In [1]:
#imports
import pandas as pd

#file
filename = "Resources/purchase_data.csv"

#load file into dataframe
purchase_data = pd.read_csv(filename)
purchase_data.sample(1)

Unnamed: 0,Purchase ID,SN,Age,Gender,Item ID,Item Name,Price
290,290,Idastidru52,24,Male,147,"Hellreaver, Heirloom of Inception",4.93


## Purchasing Analysis (Total)

* Run basic calculations to obtain number of unique items, average price, etc.
* Create a summary data frame to hold the results
* Optional: give the displayed data cleaner formatting
* Display the summary data frame

In [2]:
purchases_df = pd.DataFrame({
    "Number of Unique Customers":[len(purchase_data['SN'].unique())],
    "Number of Unique Items":[len(purchase_data['Item ID'].unique())],
    "Average Purchase Price":[round(purchase_data['Price'].mean(),2)],
    "Total Number of Purchases":[purchase_data['Purchase ID'].count()],
    "Total Revenue":[purchase_data['Price'].sum()]
})
purchases_df

Unnamed: 0,Number of Unique Customers,Number of Unique Items,Average Purchase Price,Total Number of Purchases,Total Revenue
0,576,183,3.05,780,2379.77


## Gender Demographics

* Percentage and Count of Male Players
* Percentage and Count of Female Players
* Percentage and Count of Other / Non-Disclosed

In [3]:
customers = purchase_data.drop_duplicates(subset='SN').groupby(['Gender'])['SN'].count()
perc_customers = round(customers/customers.sum()*100,2)
gender_demographics_df = pd.DataFrame({
    "Number of Players":customers,
    "% of Players":perc_customers
})
gender_demographics_df

Unnamed: 0_level_0,Number of Players,% of Players
Gender,Unnamed: 1_level_1,Unnamed: 2_level_1
Female,81,14.06
Male,484,84.03
Other / Non-Disclosed,11,1.91



## Purchasing Analysis (Gender)

* Run basic calculations to obtain purchase count, avg. purchase price, avg. purchase total per person etc. by gender
* Create a summary data frame to hold the results
* Optional: give the displayed data cleaner formatting
* Display the summary data frame

In [4]:
#purchase count by gender
p_counts = purchase_data.groupby('Gender')['Purchase ID'].count()

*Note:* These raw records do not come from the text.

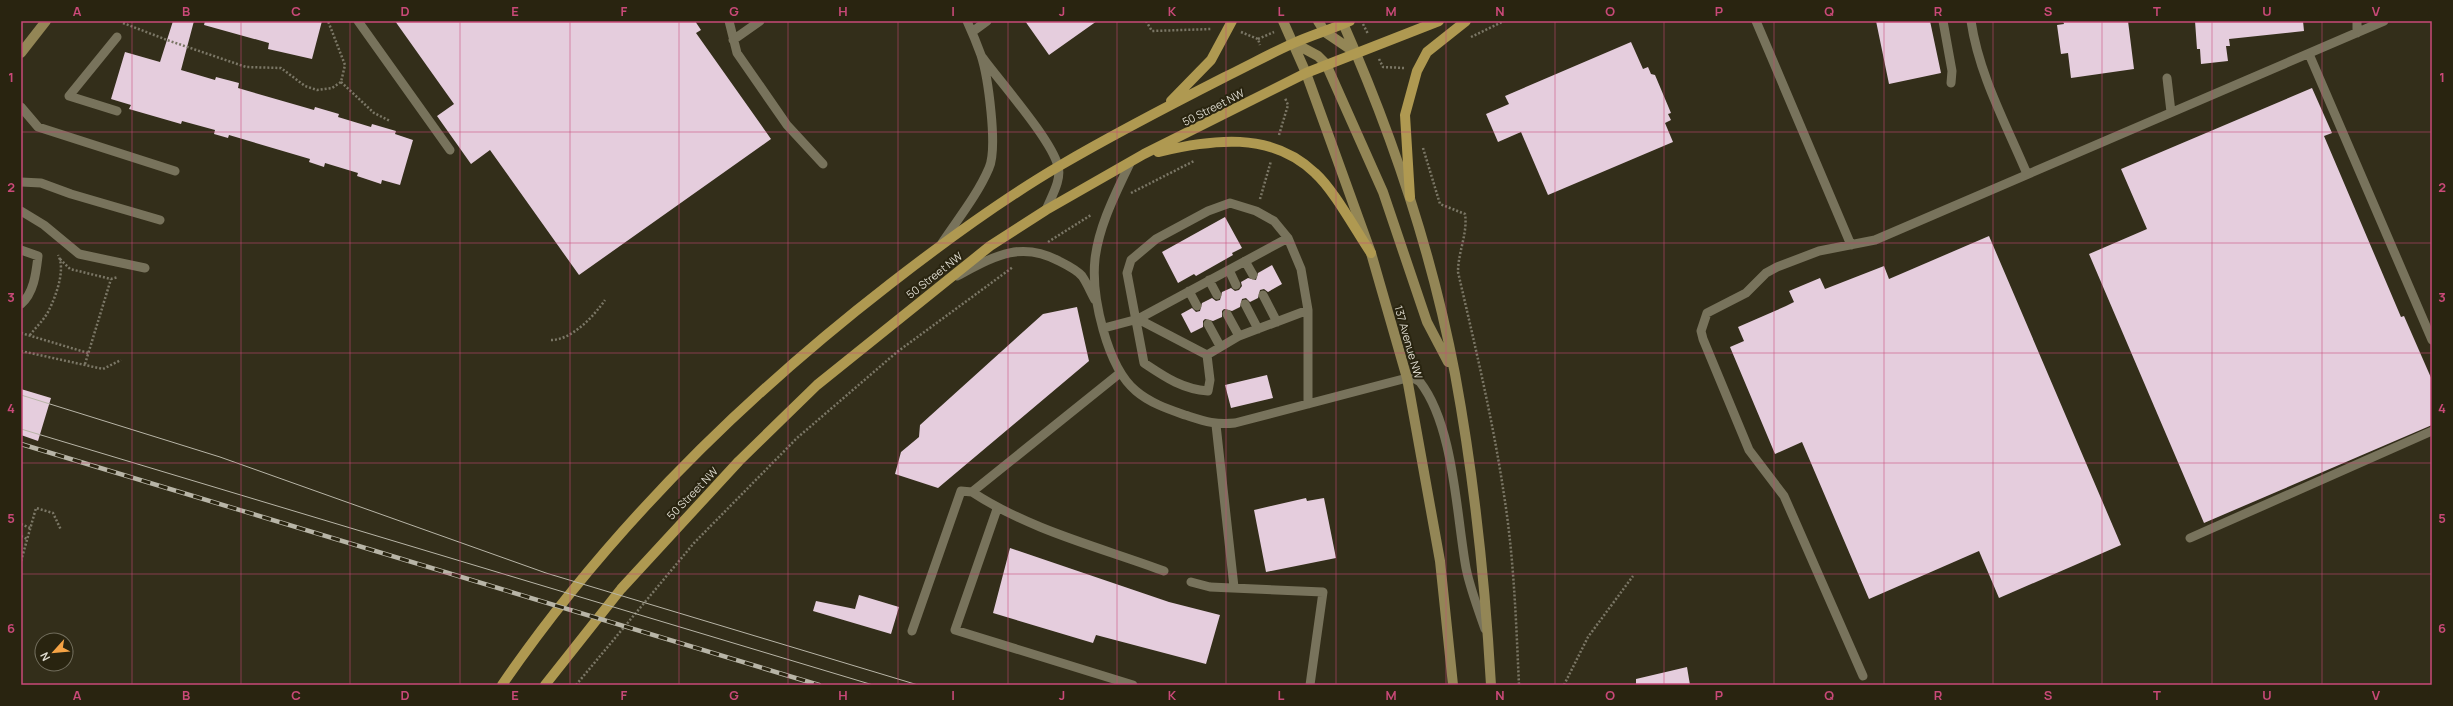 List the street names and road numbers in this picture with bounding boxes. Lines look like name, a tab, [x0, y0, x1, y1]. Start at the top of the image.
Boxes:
street label: 50 Street NW	[1179, 85, 1247, 129]
street label: 50 Street NW	[903, 248, 966, 302]
street label: 137 Avenue NW	[1391, 304, 1427, 381]
street label: 50 Street NW	[663, 463, 721, 523] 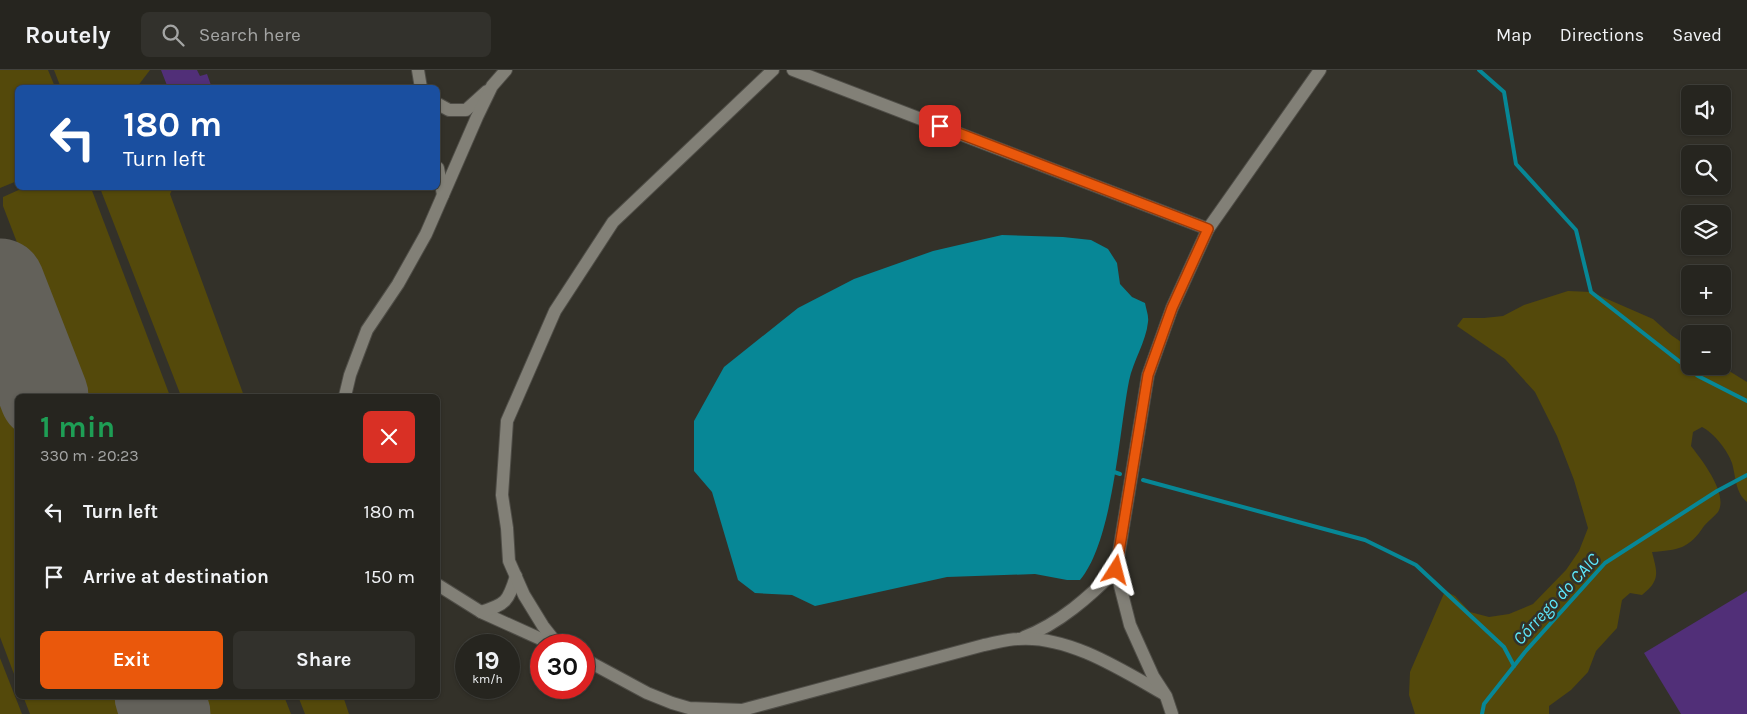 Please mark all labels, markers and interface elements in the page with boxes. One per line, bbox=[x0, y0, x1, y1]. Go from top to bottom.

#average purchase price by gender
p_gen = round(purchase_data.groupby('Gender')['Price'].mean(),2)

#toal purchase value by gender
gen_totals = purchase_data.groupby('Gender')['Price'].sum()

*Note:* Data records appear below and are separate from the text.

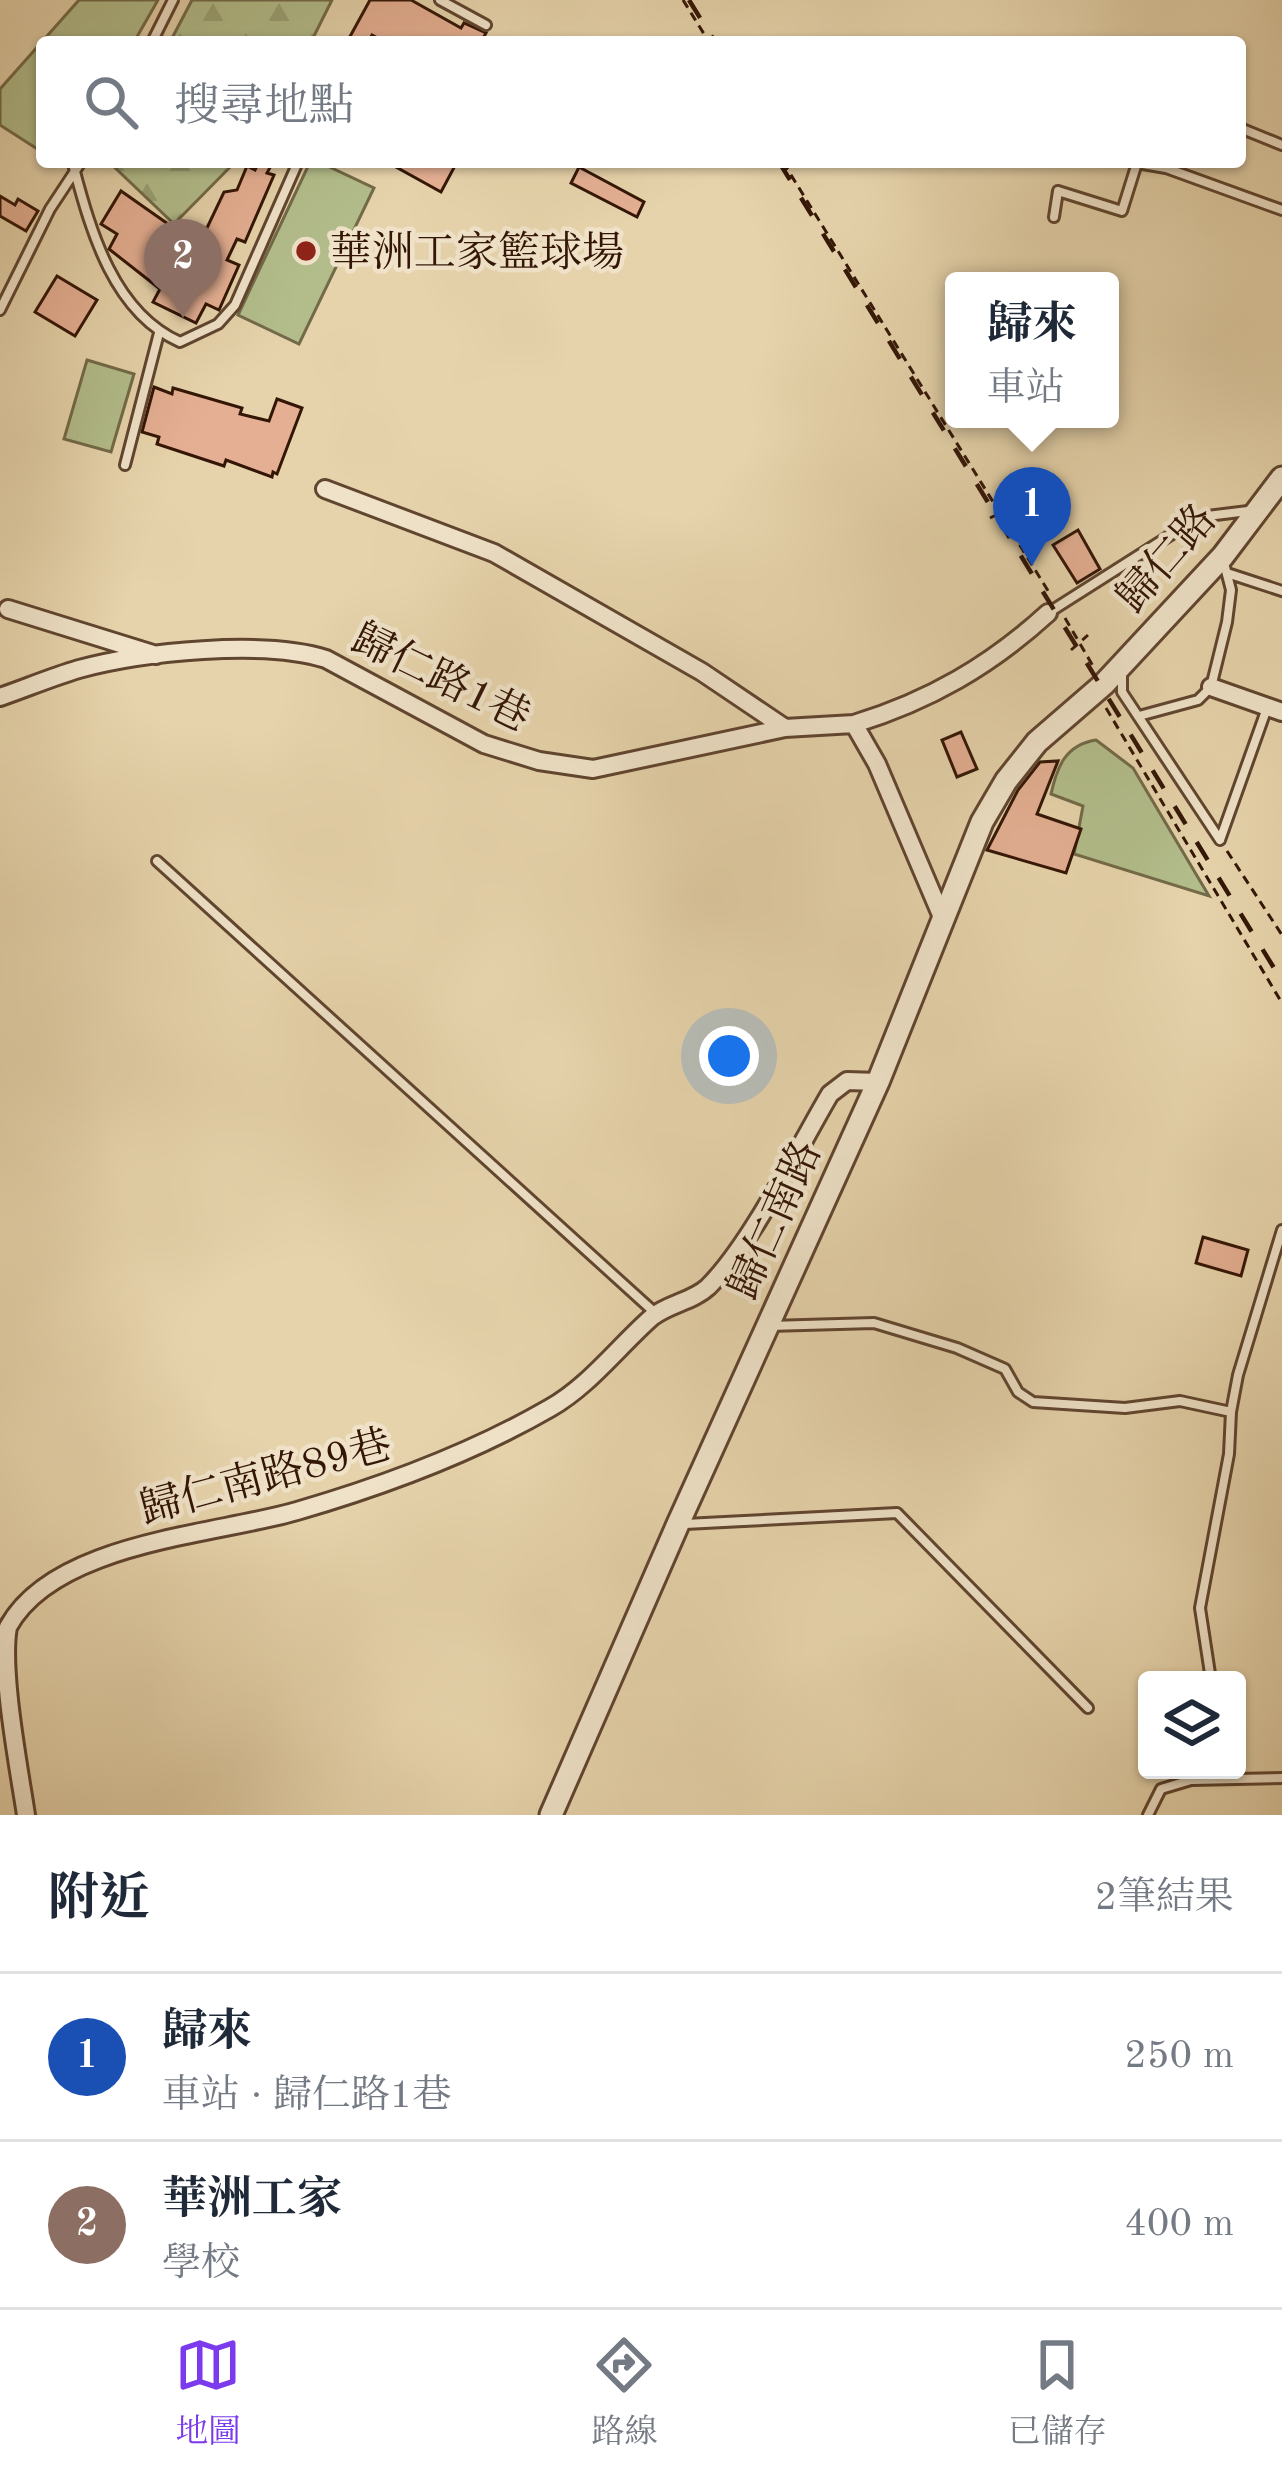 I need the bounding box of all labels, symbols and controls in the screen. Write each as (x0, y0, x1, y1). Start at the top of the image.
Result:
search box (36, 36, 1246, 168)
icon: search (78, 69, 144, 135)
text: 搜尋地點 (174, 86, 354, 131)
pin: 2 (144, 219, 222, 318)
place label: 華洲工家籃球場 (330, 230, 624, 276)
marker: 華洲工家籃球場 (293, 238, 319, 264)
popup (945, 272, 1119, 428)
text: 歸來 (987, 304, 1077, 349)
text: 車站 (987, 370, 1065, 409)
pin: 1 (993, 467, 1071, 566)
street label: 歸仁路 (1108, 496, 1225, 621)
street label: 歸仁路1巷 (345, 615, 538, 741)
your location (699, 1026, 759, 1086)
street label: 歸仁南路 (720, 1134, 830, 1306)
street label: 歸仁南路89巷 (135, 1421, 396, 1533)
map controls (1138, 1671, 1246, 1779)
button: layers (1138, 1671, 1246, 1779)
text: 附近 (48, 1875, 150, 1926)
text: 2筆結果 (1094, 1879, 1234, 1918)
text: 歸來 (162, 2011, 252, 2056)
text: 1 (76, 2037, 98, 2076)
text: 250 m (1124, 2037, 1234, 2076)
text: 車站 · 歸仁路1巷 (162, 2077, 451, 2116)
text: 華洲工家 (162, 2179, 342, 2224)
text: 2 (76, 2205, 98, 2244)
text: 400 m (1124, 2205, 1234, 2244)
text: 學校 (162, 2245, 240, 2284)
tab: 地圖 (175, 2332, 241, 2454)
tab: 路線 (591, 2332, 657, 2454)
tab: 已儲存 (1008, 2332, 1107, 2454)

#average purchase total per person by gender
#i interpret this as the averages of all purchases by each man, woman, and other
gender_group = purchase_data.groupby(['Gender','SN'])['Price'].sum()
averages_gender=round(gender_group.groupby(['Gender']).mean(),2)

#average item price by gender
item_gender = round(purchase_data.groupby(['Gender'])['Price'].mean(),2)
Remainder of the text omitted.